Where does the word "Keep" occur in the entries below? Copy every line that has it.

Task input:
Content starts

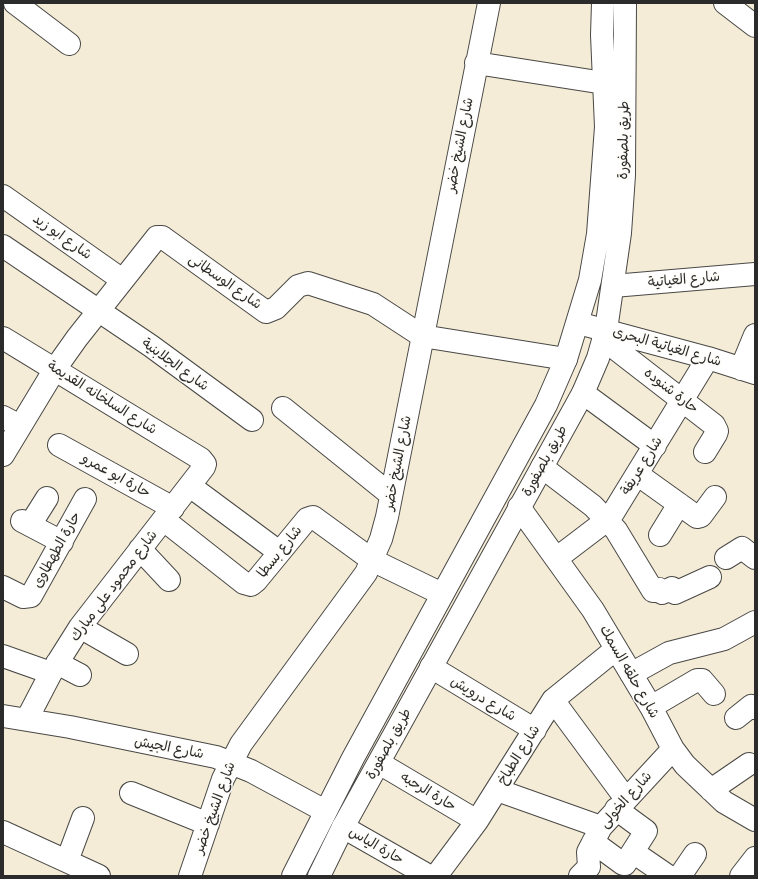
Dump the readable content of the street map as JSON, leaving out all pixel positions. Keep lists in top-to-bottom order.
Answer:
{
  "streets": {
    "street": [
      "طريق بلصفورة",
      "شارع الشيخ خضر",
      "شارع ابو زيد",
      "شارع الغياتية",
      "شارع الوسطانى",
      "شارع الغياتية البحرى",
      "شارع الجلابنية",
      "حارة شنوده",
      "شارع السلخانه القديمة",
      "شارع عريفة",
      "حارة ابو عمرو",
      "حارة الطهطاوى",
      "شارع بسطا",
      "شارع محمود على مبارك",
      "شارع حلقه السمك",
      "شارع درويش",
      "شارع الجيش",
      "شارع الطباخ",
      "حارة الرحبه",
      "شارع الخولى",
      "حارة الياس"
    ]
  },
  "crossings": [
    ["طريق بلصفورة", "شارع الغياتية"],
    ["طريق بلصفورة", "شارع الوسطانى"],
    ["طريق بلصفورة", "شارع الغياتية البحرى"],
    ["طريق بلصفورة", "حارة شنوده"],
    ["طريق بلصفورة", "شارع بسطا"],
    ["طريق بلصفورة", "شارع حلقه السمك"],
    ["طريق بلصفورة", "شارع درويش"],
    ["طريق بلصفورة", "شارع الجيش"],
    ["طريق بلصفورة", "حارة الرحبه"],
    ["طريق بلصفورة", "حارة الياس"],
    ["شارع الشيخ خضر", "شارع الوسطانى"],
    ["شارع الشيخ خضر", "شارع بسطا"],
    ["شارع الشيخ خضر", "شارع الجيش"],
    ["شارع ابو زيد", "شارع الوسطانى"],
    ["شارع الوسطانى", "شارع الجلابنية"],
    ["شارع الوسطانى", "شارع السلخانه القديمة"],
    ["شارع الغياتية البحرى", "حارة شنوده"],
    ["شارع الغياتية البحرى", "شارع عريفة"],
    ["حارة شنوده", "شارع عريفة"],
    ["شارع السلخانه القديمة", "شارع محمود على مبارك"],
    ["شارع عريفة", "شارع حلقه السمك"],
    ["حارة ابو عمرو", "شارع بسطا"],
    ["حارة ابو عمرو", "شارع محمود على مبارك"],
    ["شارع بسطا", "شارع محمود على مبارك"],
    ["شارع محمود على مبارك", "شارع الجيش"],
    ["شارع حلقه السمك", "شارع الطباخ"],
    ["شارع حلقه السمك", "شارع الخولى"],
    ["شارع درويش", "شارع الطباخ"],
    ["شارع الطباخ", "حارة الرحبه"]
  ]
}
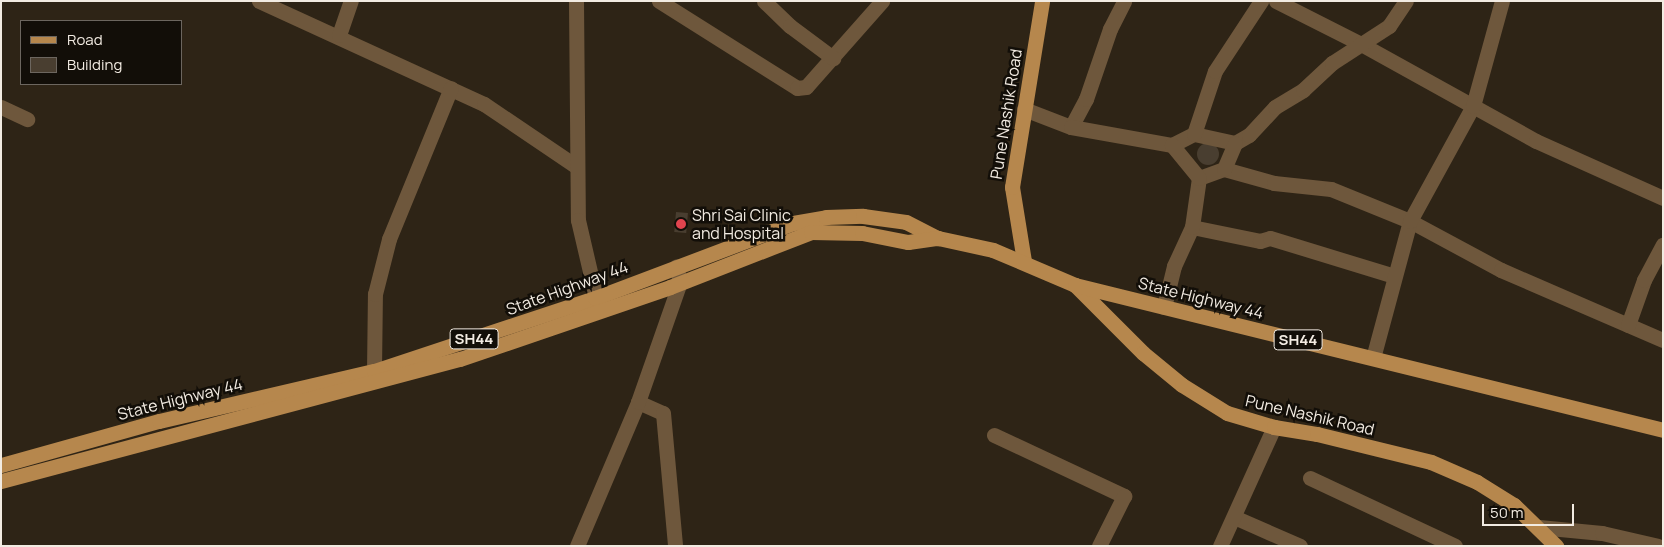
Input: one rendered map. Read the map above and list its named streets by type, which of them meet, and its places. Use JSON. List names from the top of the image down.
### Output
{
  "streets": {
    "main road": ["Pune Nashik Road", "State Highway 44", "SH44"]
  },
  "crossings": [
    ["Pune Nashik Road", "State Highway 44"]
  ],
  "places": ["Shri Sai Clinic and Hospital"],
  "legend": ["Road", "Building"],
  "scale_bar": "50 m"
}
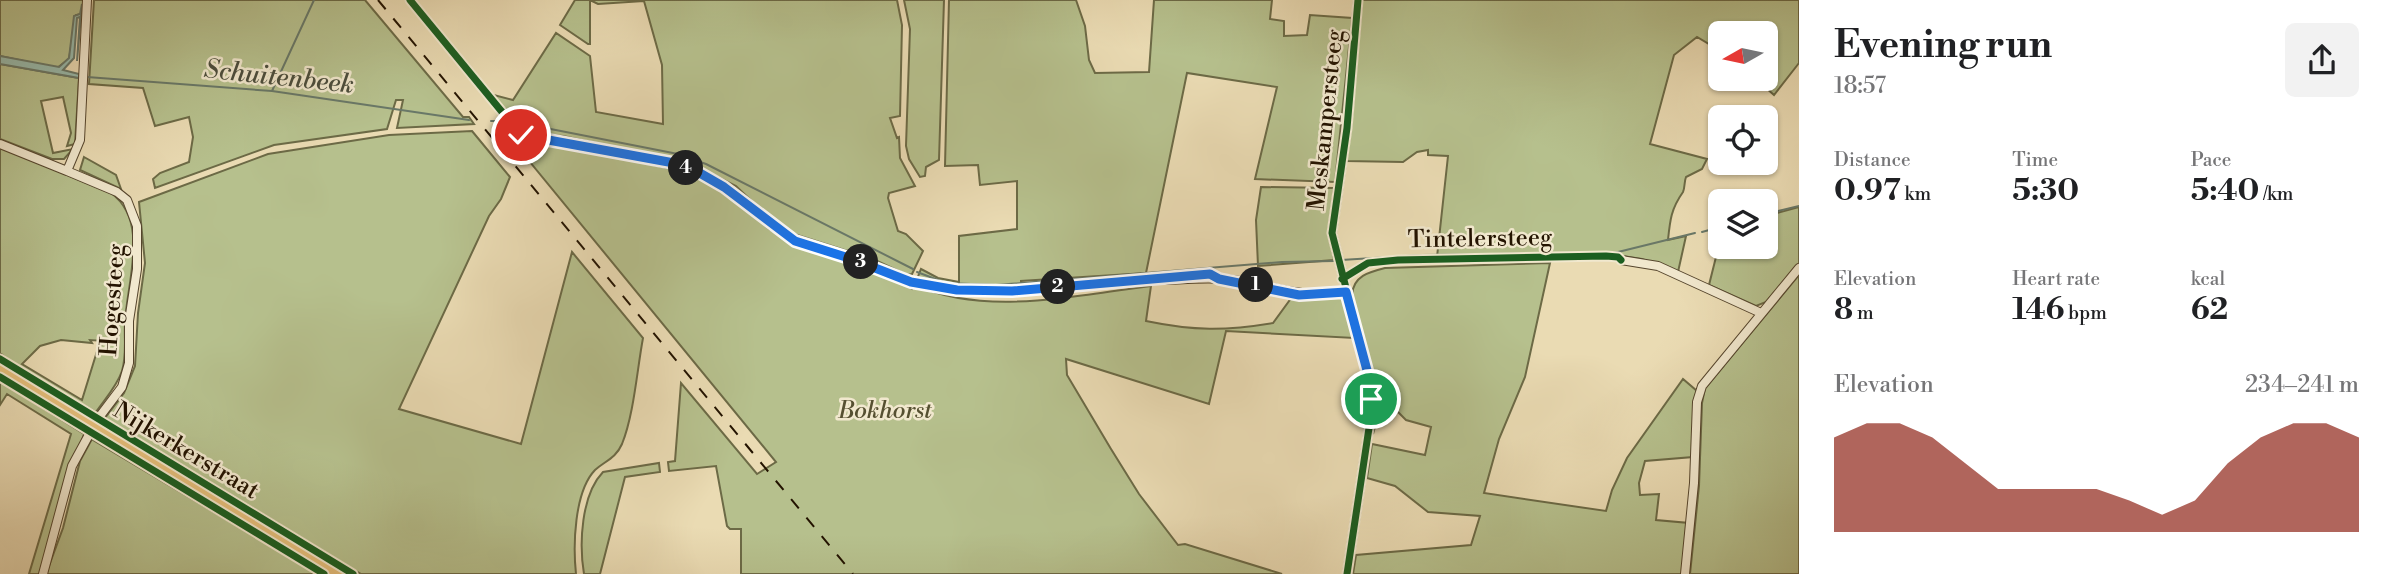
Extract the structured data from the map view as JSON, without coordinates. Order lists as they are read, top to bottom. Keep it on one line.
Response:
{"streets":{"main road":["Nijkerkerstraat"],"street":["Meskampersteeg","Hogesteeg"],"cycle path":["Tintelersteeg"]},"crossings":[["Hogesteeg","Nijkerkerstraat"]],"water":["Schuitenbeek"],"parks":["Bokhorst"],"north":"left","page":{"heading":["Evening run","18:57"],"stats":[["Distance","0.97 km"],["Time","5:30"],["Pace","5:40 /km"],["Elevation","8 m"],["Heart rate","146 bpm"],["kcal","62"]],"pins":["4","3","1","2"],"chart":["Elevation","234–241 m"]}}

Content ends
Content starts

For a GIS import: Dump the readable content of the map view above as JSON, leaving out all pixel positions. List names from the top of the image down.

Content ends

Answer box:
Dump the readable content of the street map as JSON, leaving out all pixel positions. Keep lists in top-to-bottom order.
Extract the structured data from the map view as JSON, without coordinates. Order lists as they are read, top to bottom. Keep it on one line.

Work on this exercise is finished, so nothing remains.